- What you need to do: In the entries below, find the lines with the word "Центральная" and copy them.
Records provided: Begin
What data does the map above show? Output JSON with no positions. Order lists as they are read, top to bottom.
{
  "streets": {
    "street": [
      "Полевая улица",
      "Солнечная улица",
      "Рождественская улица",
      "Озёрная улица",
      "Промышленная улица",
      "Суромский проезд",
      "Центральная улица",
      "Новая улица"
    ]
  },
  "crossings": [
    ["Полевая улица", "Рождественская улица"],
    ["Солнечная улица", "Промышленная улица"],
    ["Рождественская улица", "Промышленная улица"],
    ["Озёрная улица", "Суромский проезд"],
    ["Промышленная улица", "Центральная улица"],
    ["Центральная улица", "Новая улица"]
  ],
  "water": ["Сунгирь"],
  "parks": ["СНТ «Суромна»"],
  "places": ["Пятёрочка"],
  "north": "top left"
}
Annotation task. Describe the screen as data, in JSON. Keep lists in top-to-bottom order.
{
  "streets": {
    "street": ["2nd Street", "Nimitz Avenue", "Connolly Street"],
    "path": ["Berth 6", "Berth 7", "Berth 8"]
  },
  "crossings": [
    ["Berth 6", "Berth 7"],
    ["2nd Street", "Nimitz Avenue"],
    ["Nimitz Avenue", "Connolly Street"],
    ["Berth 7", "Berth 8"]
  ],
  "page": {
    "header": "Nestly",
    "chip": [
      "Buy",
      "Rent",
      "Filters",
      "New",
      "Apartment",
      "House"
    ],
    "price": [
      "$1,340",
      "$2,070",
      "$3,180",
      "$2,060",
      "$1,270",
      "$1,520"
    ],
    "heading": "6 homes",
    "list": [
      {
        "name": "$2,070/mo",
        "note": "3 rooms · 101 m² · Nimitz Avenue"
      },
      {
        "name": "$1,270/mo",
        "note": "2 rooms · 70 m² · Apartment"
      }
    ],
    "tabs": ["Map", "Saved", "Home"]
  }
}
Records provided: End
- Output below:
      "Центральная улица",
    ["Промышленная улица", "Центральная улица"],
    ["Центральная улица", "Новая улица"]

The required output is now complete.